Gazette de Liége Douze entreprises de la commune d'Engis s’unissent pour améliorer le cadre de vie des citoyens.

C’est une première en Région wallonne. Sous l’impulsion des autorités communales, l’ASBL Engironnement nouvellement créée réunit douze entreprises implantées sur le territoire engissois qui ont décidé d’unir leurs forces pour développer des projets destinés à améliorer l’environnement et le cadre de vie des citoyens sur le long terme. Il s’agit de Prayon, Knauf, Carmeuse, Recyfuel, Dumont Wautier, BST Wallonie, Revatech, Hydrometal, PB Clermont, MGM, Prefer, Biosix et RCA Engis Développement. "L’objet de l’ASBL est de créer un cadre général qui permet de contribuer au bien-être des Engissois et de ceux qui travaillent dans cette commune", souligne Michel Bauduin, président d’Engironnement. "Chaque jour, nous mettons des camions sur la route, nous créons de la poussière, de la fumée… Notre priorité ici n’est pas d’améliorer notre image mais de participer à la vie communale en allant plus loin que ce qu’on fait d’habitude pour améliorer la situation".

"L’idée est partie d’un jeu de table destiné à sensibiliser les élèves au développement durable. De là est venue l’envie de mettre en place un projet fédérateur pour les Engissois par la création d’une ASBL", explique le bourgmestre Serge Manzato (PS) qui porte la paternité du projet, celui d’associer des entreprises privées à l’amélioration de l’environnement et au développement économique de la commune.
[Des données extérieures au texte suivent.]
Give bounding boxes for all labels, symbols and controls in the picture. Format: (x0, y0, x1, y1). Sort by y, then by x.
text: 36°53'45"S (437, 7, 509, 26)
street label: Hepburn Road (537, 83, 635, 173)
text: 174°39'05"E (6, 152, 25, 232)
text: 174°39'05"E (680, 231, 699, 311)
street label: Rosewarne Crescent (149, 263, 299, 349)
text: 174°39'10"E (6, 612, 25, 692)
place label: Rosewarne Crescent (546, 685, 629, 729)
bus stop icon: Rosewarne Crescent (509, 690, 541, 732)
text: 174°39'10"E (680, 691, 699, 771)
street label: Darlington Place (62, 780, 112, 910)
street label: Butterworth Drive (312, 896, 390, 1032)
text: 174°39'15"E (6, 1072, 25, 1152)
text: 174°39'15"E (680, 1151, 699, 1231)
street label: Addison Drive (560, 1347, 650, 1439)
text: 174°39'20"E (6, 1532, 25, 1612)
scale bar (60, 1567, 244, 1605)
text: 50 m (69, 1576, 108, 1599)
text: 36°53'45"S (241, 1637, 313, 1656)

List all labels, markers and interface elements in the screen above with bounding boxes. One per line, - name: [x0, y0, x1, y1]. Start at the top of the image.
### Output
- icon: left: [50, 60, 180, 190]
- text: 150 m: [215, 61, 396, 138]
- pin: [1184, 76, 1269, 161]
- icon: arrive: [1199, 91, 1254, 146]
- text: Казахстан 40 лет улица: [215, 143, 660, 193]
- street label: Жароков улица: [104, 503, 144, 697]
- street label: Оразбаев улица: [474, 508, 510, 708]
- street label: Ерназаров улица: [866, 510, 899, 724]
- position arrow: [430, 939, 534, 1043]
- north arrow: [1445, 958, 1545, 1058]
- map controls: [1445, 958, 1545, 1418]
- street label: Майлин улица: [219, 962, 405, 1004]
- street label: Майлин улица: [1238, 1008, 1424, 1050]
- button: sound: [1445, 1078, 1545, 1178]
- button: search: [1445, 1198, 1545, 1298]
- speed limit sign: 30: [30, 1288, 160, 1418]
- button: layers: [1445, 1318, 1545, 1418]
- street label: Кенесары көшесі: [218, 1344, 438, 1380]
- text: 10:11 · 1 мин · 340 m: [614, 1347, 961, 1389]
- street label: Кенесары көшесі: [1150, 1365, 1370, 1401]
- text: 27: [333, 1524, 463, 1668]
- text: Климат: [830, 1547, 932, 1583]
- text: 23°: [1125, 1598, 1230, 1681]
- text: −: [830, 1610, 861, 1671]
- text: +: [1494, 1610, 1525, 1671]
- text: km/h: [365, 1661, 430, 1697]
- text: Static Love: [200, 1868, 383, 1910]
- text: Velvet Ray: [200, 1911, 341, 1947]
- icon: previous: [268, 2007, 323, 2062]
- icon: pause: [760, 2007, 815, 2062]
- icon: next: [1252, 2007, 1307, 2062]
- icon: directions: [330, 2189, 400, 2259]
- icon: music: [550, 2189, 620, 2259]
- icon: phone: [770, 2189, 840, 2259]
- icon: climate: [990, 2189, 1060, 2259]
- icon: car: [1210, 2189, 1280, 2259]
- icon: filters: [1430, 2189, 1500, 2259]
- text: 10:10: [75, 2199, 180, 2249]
L’ASBL prévoit que chaque entreprise membre apporte une contribution financière à la réalisation de projets dans ce sens. "On a pu aboutir à un accord de constituer un fonds commun de 170 000 euros annuel pour une durée de minimum quatre ans", précise Michel Bauduin. Dotées de leur expertise et de leur propre réseau, les entreprises peuvent compter sur l’aide de la Régie communale autonome.

Un premier projet

La première action de l’ASBL Engironnement consistera en la rénovation des façades de la rue J. Wauters, depuis le rond-point au pied de l’usine Prayon, jusqu’au pont d’Engis, soit l’entrée principale dans la commune. "Cette rue est terne, triste. On veut en faire un endroit plus attrayant, plus convivial", et ce tout en tenant compte des qualités urbanistiques (l’attrait de la Meuse) et architecturales du bâti existant, selon un référentiel de couleur, explicite Paul Portier, administrateur. "On va commencer par un pack de 28 maisons, puis 28 autres". Le projet sera présenté en septembre aux riverains tandis que la réalisation des travaux pourrait démarrer début 2019.